Peter Smolowitz - Knight Ridder Newspapers

April 02, 2003 03:00 AM

DOHA, Qatar—Some Iraqi civilians could run out of food within a month, U.S. aid officials said Wednesday, but the food problems are likely to be confined to "pockets of need."

"We're not really seeing a humanitarian crisis," said Michael Marx, a team leader with the U.S. Agency for International Development. "Although there are vulnerable areas of the country, we're not looking at a crisis where people are going to start dying."

Hundreds of millions of dollars and hundreds of thousands of tons of food are ready to be distributed as soon as it is safe to do so, officials said, and the team has made contingency plans with the military to distribute relief if the war doesn't end soon.

Food aid has been a concern for civilian relief agencies, which have urged the Bush administration to move faster with plans to deliver aid in a country where 60 percent of households are largely dependent on government rations.
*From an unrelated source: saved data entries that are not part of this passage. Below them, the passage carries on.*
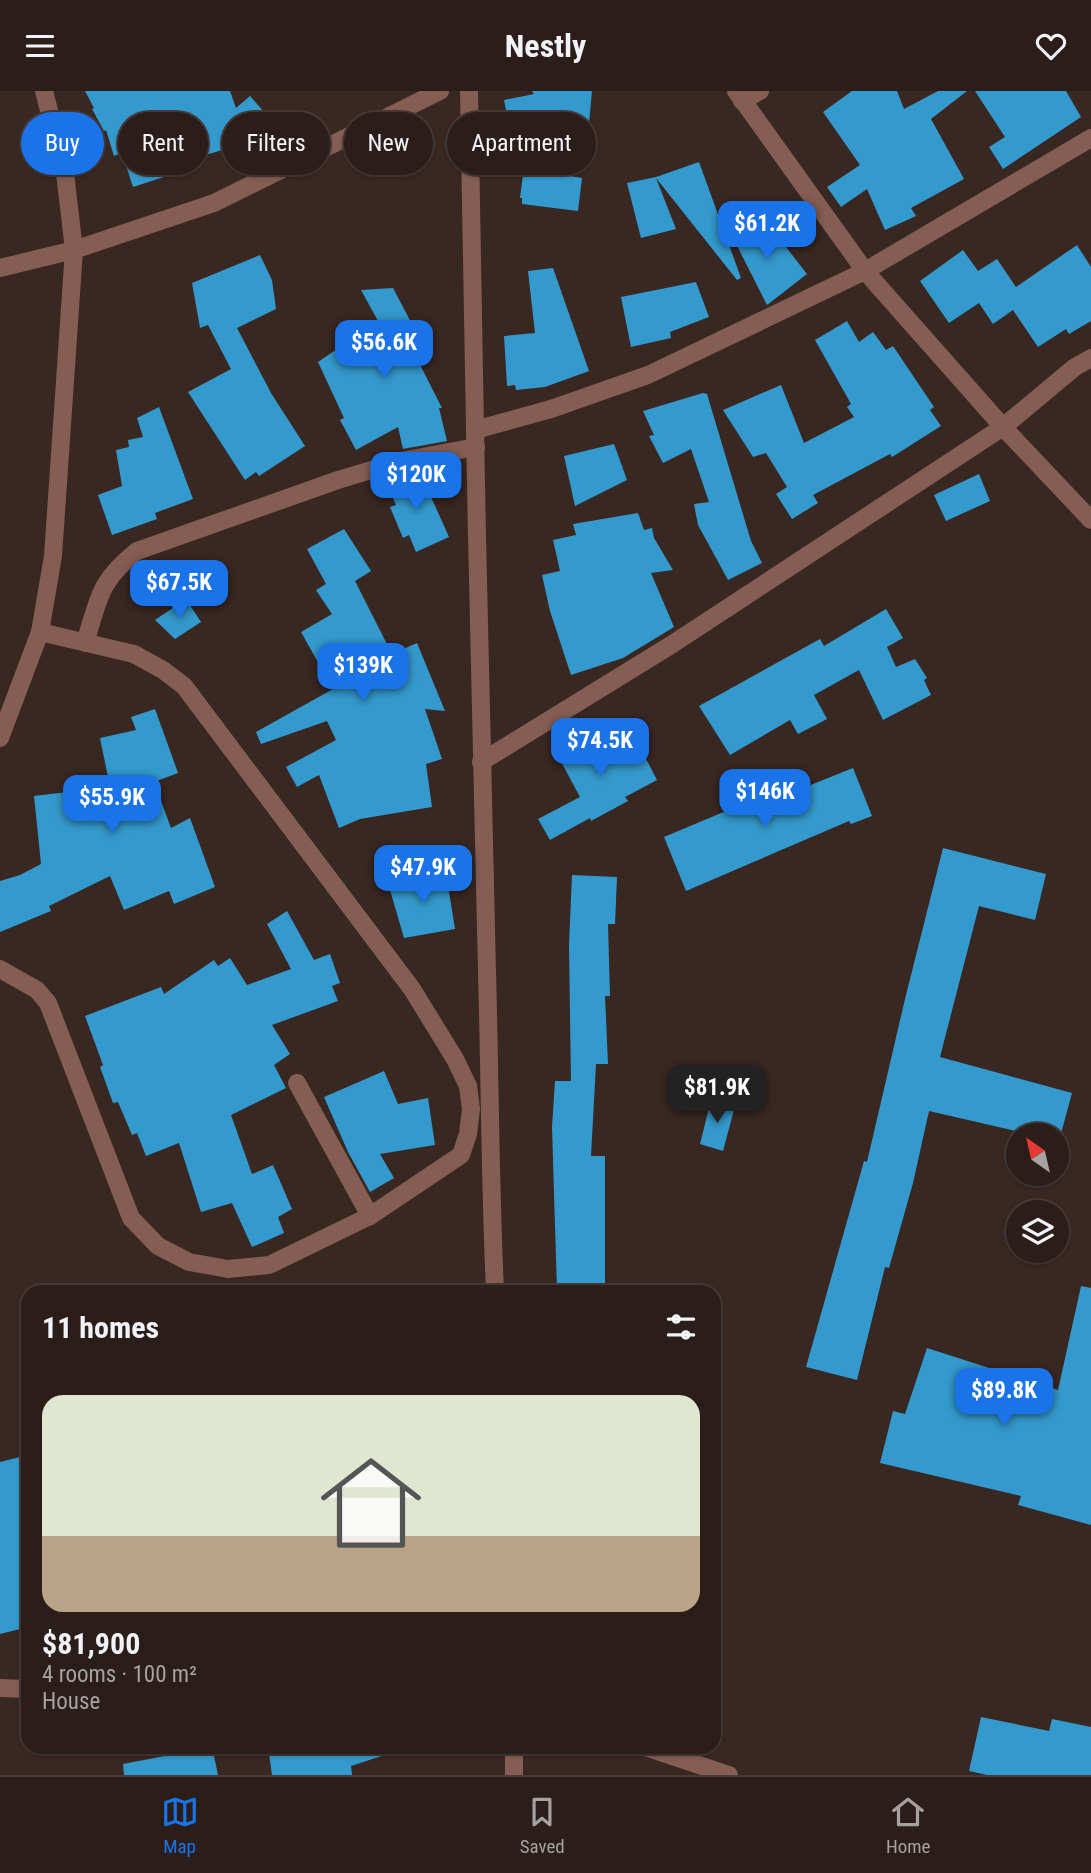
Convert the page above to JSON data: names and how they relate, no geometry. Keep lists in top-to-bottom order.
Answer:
{
  "north": "top left",
  "page": {
    "header": "Nestly",
    "chip": [
      "Buy",
      "Rent",
      "Filters",
      "New",
      "Apartment"
    ],
    "price": [
      "$61.2K",
      "$56.6K",
      "$120K",
      "$67.5K",
      "$139K",
      "$74.5K",
      "$146K",
      "$55.9K",
      "$47.9K",
      "$81.9K",
      "$89.8K"
    ],
    "heading": "11 homes",
    "list": [
      {
        "name": "$81,900",
        "note": "4 rooms · 100 m² · House"
      }
    ],
    "tabs": ["Map", "Saved", "Home"]
  }
}
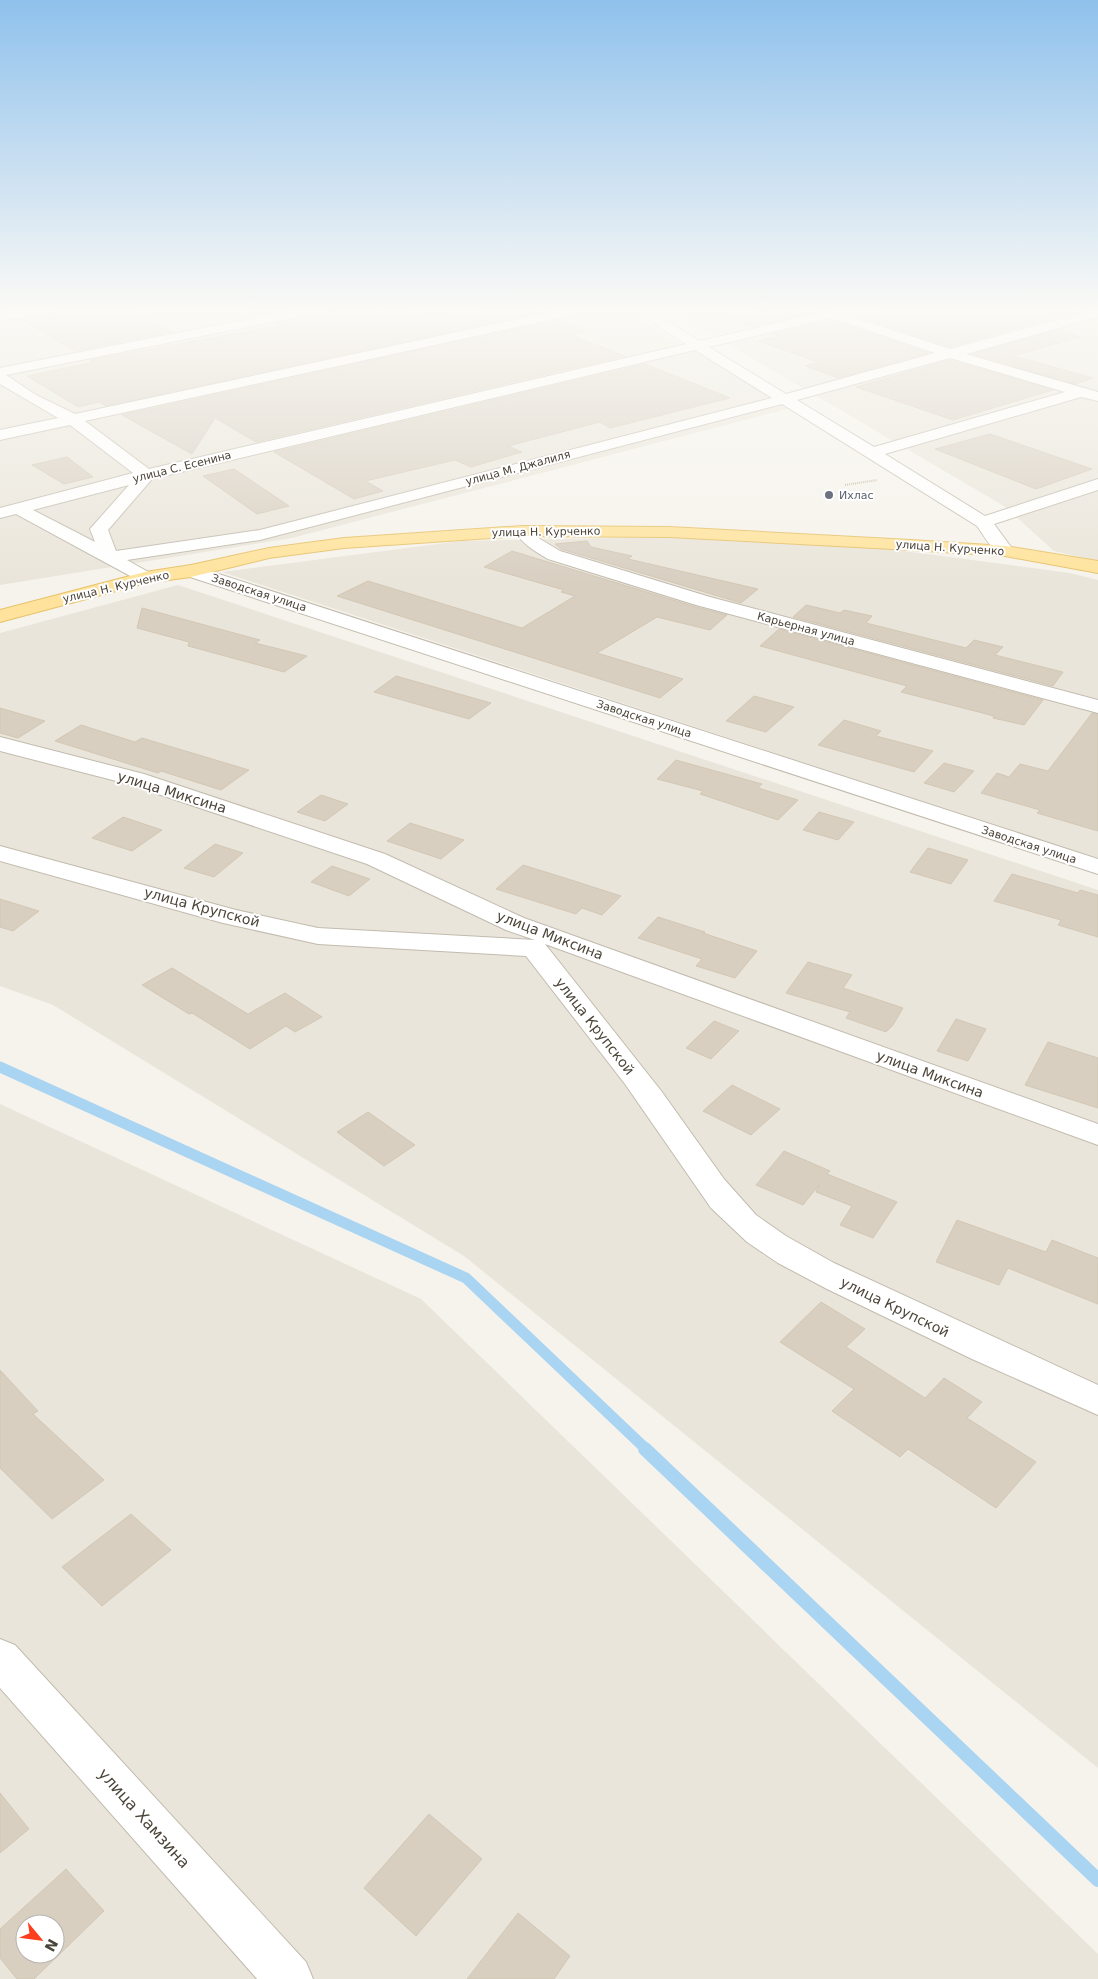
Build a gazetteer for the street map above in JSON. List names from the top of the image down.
{
  "streets": {
    "main road": ["улица Н. Курченко"],
    "street": [
      "улица С. Есенина",
      "улица М. Джалиля",
      "Заводская улица",
      "Карьерная улица",
      "улица Миксина",
      "улица Крупской",
      "улица Хамзина"
    ]
  },
  "crossings": [
    ["улица Н. Курченко", "Заводская улица"],
    ["улица Н. Курченко", "Карьерная улица"]
  ],
  "places": ["Ихлас"],
  "north": "bottom right"
}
USAID officials said Wednesday that they had been planning for four months, stockpiling enough commodities in three Middle East countries for 1 million people. The supplies include 15,000 rolls of plastic sheeting, 265,000 wool blankets and 85,000 hygiene kits.

But the supplies remain in warehouses or at sea until coalition forces can eliminate pockets of resistance.

"Umm Qasr is essentially the limit of our advance," Marx said.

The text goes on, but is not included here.